# Problem description:
Which of the lines below hold "fillText"? Please return each one.

# Provided material:

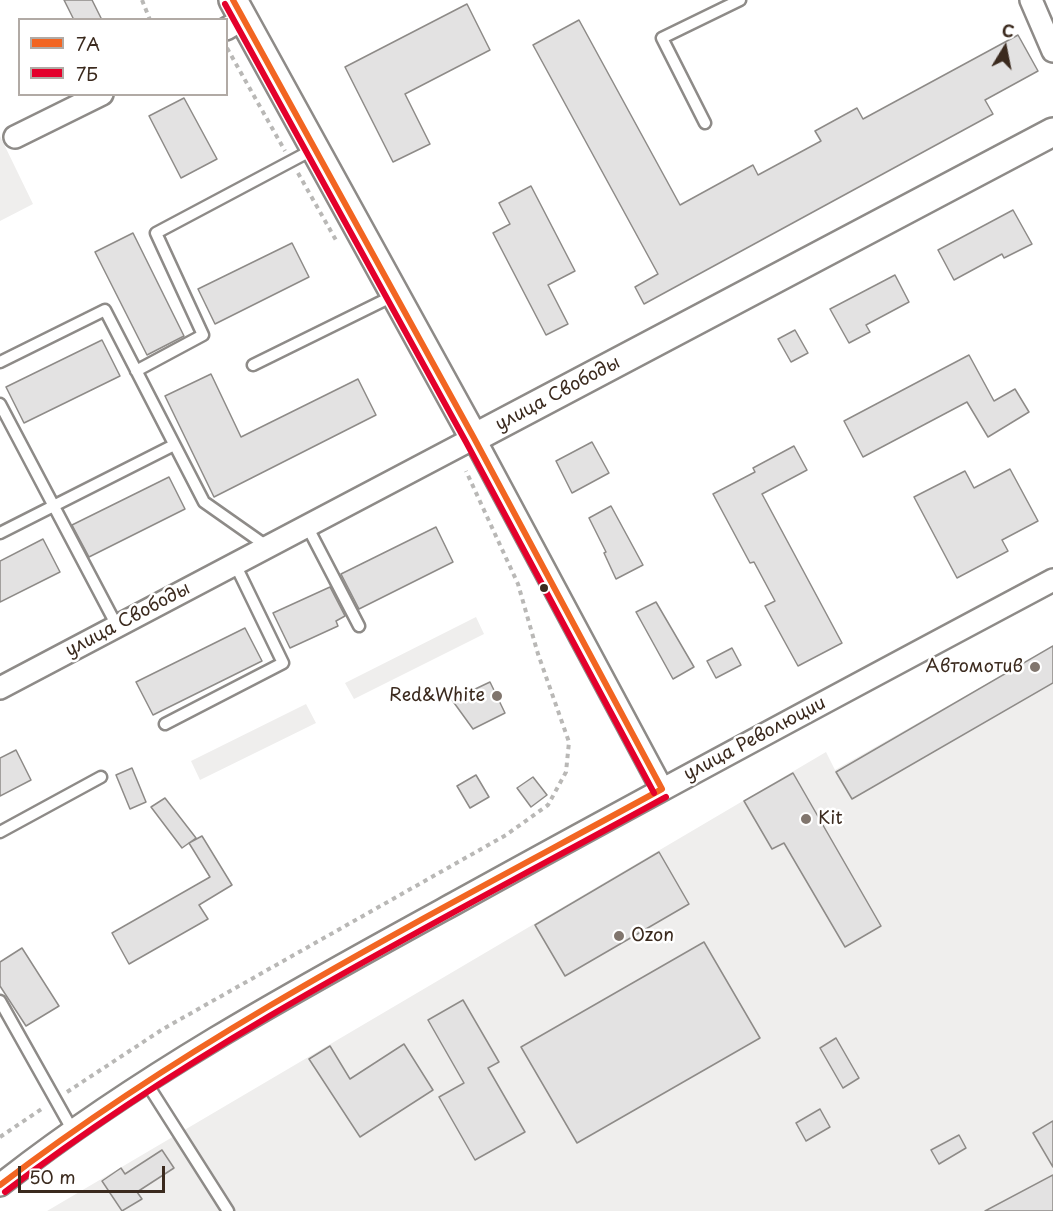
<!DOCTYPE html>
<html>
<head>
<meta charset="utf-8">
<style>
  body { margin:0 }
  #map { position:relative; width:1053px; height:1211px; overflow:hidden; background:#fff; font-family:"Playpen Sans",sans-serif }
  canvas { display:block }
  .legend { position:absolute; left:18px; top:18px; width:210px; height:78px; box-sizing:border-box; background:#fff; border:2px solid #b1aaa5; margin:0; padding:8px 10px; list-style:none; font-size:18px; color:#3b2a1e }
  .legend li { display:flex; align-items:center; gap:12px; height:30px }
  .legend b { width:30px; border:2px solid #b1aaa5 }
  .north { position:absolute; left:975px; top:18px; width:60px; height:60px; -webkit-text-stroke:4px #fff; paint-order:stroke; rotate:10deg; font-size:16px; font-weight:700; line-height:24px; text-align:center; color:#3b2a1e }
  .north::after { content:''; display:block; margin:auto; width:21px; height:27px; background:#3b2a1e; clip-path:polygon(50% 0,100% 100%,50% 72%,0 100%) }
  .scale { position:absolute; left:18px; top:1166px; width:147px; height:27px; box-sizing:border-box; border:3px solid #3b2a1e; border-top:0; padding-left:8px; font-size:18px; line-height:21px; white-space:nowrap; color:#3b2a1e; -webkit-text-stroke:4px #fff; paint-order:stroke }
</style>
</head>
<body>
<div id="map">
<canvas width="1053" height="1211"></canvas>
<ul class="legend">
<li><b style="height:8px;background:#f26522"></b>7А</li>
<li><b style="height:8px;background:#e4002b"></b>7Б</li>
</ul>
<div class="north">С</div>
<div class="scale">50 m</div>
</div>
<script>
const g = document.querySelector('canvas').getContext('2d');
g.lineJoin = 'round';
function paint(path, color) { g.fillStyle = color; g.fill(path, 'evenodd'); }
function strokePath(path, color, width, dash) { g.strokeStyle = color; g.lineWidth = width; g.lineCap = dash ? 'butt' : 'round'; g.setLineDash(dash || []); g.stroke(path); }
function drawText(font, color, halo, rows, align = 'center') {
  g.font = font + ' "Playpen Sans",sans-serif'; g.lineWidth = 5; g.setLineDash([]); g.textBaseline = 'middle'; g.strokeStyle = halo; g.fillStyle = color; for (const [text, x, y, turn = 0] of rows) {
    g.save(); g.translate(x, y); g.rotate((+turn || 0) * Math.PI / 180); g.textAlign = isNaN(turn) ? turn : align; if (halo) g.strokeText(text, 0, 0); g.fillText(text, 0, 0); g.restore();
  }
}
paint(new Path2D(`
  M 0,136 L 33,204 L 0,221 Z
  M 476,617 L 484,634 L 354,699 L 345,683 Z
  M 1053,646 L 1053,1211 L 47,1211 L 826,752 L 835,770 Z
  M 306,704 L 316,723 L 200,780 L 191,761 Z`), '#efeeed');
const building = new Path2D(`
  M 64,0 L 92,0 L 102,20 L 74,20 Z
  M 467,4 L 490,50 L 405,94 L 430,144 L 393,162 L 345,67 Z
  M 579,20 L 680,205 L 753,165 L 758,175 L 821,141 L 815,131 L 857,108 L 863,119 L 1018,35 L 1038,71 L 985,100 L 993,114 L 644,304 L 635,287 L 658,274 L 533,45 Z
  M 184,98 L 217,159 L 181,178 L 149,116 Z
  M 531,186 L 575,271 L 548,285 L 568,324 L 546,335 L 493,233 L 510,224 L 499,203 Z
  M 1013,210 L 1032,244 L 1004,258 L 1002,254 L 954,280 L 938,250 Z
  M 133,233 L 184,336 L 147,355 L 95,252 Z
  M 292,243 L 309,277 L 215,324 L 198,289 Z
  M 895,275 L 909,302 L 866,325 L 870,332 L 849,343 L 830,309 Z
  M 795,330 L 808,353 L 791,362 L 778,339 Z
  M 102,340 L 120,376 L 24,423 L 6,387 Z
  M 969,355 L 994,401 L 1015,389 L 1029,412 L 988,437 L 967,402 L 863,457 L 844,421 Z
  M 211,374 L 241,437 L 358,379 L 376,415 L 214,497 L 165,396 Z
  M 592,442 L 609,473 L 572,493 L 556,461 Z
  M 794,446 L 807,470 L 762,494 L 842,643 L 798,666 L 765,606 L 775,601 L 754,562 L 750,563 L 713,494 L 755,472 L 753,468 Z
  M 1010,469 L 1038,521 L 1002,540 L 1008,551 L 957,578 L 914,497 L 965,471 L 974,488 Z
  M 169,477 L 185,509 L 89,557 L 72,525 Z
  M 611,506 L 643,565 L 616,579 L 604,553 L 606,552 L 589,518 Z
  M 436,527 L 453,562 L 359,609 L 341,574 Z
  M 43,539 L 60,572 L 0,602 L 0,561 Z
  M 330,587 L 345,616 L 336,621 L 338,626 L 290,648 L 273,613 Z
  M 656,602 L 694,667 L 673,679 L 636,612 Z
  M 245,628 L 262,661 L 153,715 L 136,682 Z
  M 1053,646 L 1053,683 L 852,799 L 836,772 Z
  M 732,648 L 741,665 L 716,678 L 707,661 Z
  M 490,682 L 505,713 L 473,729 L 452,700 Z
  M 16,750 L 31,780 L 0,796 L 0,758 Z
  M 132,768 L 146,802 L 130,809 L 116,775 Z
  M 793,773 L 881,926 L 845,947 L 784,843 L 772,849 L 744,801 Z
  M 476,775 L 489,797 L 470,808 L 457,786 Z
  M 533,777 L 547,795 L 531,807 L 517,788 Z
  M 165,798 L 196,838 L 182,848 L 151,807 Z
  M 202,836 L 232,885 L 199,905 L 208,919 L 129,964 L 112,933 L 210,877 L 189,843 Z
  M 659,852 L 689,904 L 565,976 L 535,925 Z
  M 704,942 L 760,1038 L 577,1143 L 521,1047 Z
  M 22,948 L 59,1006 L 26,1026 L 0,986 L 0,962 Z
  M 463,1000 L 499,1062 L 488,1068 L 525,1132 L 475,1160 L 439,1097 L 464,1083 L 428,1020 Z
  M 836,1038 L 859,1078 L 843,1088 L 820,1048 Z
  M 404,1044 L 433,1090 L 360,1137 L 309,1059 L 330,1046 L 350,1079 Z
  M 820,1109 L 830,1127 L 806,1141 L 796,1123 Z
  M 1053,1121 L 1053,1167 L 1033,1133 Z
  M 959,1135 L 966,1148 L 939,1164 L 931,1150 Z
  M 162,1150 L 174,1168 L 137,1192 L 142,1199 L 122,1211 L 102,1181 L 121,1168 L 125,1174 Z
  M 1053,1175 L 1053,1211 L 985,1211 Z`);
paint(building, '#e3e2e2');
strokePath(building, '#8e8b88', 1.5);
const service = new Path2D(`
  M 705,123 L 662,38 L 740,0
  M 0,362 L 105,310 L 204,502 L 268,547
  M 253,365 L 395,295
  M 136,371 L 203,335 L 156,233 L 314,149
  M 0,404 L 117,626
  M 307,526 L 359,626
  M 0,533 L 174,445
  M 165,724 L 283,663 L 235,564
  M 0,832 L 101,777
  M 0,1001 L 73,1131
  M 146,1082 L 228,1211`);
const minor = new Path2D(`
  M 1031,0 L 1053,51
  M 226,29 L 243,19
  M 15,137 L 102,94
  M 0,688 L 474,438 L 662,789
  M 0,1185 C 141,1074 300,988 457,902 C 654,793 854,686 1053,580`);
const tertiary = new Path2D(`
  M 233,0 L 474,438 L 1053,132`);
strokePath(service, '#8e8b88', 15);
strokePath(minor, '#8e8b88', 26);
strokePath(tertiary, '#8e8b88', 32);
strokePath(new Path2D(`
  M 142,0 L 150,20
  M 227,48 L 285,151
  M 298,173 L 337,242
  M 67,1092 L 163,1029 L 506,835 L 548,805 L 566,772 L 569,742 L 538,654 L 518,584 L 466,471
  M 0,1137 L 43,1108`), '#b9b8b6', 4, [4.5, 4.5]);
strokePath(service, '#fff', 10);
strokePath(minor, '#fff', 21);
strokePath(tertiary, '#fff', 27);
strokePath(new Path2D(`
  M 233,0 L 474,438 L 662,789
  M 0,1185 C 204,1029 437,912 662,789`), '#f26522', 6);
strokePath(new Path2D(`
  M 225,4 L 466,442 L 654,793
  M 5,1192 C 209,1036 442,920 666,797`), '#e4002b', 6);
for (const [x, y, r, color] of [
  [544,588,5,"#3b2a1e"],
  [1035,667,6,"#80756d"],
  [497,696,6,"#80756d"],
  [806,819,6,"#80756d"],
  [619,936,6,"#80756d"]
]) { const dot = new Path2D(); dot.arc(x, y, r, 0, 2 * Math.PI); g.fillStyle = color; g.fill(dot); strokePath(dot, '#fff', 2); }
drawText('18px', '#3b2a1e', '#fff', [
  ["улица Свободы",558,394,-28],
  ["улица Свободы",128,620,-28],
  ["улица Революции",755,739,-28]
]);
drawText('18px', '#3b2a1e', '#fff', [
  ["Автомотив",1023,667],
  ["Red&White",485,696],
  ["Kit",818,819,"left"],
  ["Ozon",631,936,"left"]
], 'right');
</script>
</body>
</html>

---

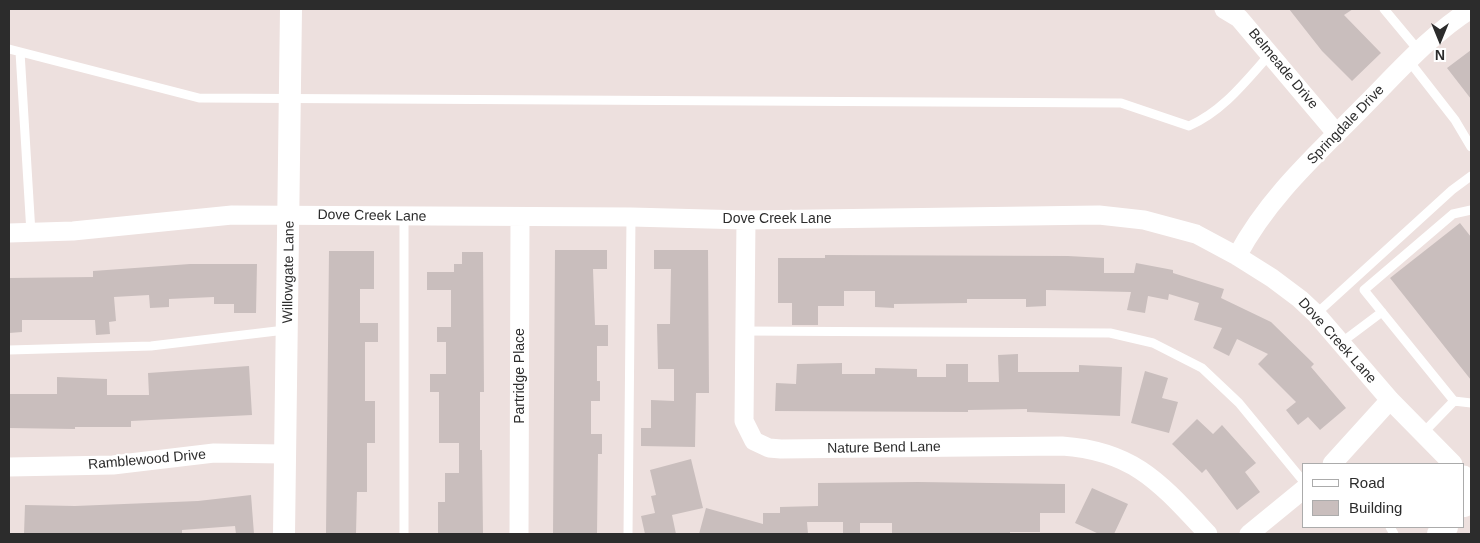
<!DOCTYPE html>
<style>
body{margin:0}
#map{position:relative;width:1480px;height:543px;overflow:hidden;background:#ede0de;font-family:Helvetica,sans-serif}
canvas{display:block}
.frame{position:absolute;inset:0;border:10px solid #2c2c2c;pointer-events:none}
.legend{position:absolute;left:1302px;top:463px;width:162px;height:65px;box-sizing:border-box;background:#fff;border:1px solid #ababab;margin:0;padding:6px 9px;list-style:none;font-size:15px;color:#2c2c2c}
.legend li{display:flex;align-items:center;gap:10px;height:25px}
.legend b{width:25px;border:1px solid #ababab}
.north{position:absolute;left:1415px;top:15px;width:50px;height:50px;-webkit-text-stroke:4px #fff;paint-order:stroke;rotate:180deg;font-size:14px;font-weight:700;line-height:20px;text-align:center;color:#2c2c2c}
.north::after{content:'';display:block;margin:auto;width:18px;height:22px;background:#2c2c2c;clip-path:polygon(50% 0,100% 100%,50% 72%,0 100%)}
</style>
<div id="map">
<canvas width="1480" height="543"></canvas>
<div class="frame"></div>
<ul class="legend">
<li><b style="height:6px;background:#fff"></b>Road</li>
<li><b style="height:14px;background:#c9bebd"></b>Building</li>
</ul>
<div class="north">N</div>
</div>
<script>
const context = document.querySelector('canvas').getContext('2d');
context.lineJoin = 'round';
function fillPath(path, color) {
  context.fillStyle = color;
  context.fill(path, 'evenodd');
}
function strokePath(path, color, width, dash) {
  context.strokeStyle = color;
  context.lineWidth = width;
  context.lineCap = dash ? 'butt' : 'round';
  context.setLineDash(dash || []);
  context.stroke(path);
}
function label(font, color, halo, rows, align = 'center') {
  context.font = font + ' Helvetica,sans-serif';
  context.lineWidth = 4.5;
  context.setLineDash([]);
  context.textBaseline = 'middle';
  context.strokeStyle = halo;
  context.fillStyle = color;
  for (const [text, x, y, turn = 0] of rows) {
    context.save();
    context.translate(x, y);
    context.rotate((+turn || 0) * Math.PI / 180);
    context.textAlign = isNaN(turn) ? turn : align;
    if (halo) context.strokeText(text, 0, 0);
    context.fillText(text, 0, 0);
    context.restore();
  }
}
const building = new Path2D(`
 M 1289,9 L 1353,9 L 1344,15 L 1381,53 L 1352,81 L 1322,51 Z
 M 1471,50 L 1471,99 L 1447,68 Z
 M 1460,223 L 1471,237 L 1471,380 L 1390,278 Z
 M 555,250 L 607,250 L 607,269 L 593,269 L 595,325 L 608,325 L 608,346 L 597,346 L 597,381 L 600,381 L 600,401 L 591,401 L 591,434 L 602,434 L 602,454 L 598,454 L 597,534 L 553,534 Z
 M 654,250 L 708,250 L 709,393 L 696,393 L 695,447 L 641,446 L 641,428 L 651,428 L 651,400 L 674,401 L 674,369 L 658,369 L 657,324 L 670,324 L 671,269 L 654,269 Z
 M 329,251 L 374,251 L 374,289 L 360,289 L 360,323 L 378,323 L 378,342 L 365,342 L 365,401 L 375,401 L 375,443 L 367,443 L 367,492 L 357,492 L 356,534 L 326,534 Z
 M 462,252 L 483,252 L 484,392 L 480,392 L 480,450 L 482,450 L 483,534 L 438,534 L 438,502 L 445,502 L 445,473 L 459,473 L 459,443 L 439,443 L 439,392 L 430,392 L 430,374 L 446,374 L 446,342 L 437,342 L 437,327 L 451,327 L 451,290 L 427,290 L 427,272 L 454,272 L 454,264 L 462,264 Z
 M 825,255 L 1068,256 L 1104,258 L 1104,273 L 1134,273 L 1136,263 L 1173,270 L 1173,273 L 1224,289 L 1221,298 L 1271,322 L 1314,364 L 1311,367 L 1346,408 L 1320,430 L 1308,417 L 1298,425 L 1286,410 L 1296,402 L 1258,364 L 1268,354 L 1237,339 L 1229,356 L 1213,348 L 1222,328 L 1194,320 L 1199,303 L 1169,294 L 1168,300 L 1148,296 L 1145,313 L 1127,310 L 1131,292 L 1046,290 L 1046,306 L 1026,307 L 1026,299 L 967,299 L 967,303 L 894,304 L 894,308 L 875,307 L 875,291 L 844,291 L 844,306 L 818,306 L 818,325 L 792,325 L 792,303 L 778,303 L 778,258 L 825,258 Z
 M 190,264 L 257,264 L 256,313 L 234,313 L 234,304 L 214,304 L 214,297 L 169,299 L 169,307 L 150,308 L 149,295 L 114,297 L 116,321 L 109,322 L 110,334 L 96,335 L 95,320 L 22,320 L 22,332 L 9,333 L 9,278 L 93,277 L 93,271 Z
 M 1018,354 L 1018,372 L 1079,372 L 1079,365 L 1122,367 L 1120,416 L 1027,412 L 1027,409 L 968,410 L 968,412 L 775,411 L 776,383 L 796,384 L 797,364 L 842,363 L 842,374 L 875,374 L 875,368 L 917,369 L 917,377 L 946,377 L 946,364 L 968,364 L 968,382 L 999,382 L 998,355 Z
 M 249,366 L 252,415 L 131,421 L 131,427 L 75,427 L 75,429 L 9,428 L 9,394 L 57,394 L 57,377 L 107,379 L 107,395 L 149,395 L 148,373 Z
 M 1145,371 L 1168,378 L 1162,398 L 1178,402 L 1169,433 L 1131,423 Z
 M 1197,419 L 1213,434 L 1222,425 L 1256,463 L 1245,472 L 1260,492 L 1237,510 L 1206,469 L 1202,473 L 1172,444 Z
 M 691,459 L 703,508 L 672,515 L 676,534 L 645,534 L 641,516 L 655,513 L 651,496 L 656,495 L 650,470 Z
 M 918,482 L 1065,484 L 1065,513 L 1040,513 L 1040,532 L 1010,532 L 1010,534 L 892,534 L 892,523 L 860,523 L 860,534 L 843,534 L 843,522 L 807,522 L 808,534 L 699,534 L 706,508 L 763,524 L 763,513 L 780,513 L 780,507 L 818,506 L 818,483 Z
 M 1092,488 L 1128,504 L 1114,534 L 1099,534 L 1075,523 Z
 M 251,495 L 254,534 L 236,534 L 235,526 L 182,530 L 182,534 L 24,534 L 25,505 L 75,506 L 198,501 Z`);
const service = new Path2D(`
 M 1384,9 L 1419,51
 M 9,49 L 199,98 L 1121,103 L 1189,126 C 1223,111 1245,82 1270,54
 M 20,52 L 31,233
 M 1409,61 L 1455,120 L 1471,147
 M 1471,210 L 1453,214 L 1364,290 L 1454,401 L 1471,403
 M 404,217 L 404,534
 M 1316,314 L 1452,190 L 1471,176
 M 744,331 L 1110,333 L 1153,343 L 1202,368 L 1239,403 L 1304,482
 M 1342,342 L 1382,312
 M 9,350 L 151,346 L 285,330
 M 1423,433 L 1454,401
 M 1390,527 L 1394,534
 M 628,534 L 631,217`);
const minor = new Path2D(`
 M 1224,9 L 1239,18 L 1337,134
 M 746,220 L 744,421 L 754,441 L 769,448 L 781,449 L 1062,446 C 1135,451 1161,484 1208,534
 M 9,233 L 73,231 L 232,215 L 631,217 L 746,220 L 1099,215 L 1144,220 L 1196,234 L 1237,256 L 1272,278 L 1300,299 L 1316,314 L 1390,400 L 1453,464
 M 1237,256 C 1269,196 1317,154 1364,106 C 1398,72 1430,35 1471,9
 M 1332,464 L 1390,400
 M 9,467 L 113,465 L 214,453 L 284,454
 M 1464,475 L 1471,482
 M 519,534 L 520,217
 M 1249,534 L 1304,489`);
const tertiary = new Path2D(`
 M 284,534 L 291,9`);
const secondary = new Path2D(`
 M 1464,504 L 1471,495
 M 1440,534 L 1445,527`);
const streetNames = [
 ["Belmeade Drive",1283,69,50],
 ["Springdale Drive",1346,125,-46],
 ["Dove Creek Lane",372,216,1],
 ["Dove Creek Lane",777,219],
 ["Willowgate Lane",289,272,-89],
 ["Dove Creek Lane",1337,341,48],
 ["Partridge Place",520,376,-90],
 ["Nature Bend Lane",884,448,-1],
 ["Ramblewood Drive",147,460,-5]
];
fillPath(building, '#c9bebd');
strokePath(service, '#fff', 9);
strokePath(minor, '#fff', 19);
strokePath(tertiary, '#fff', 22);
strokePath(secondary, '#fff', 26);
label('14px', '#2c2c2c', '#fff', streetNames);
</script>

# Response area:
    g.save(); g.translate(x, y); g.rotate((+turn || 0) * Math.PI / 180); g.textAlign = isNaN(turn) ? turn : align; if (halo) g.strokeText(text, 0, 0); g.fillText(text, 0, 0); g.restore();
    context.fillText(text, 0, 0);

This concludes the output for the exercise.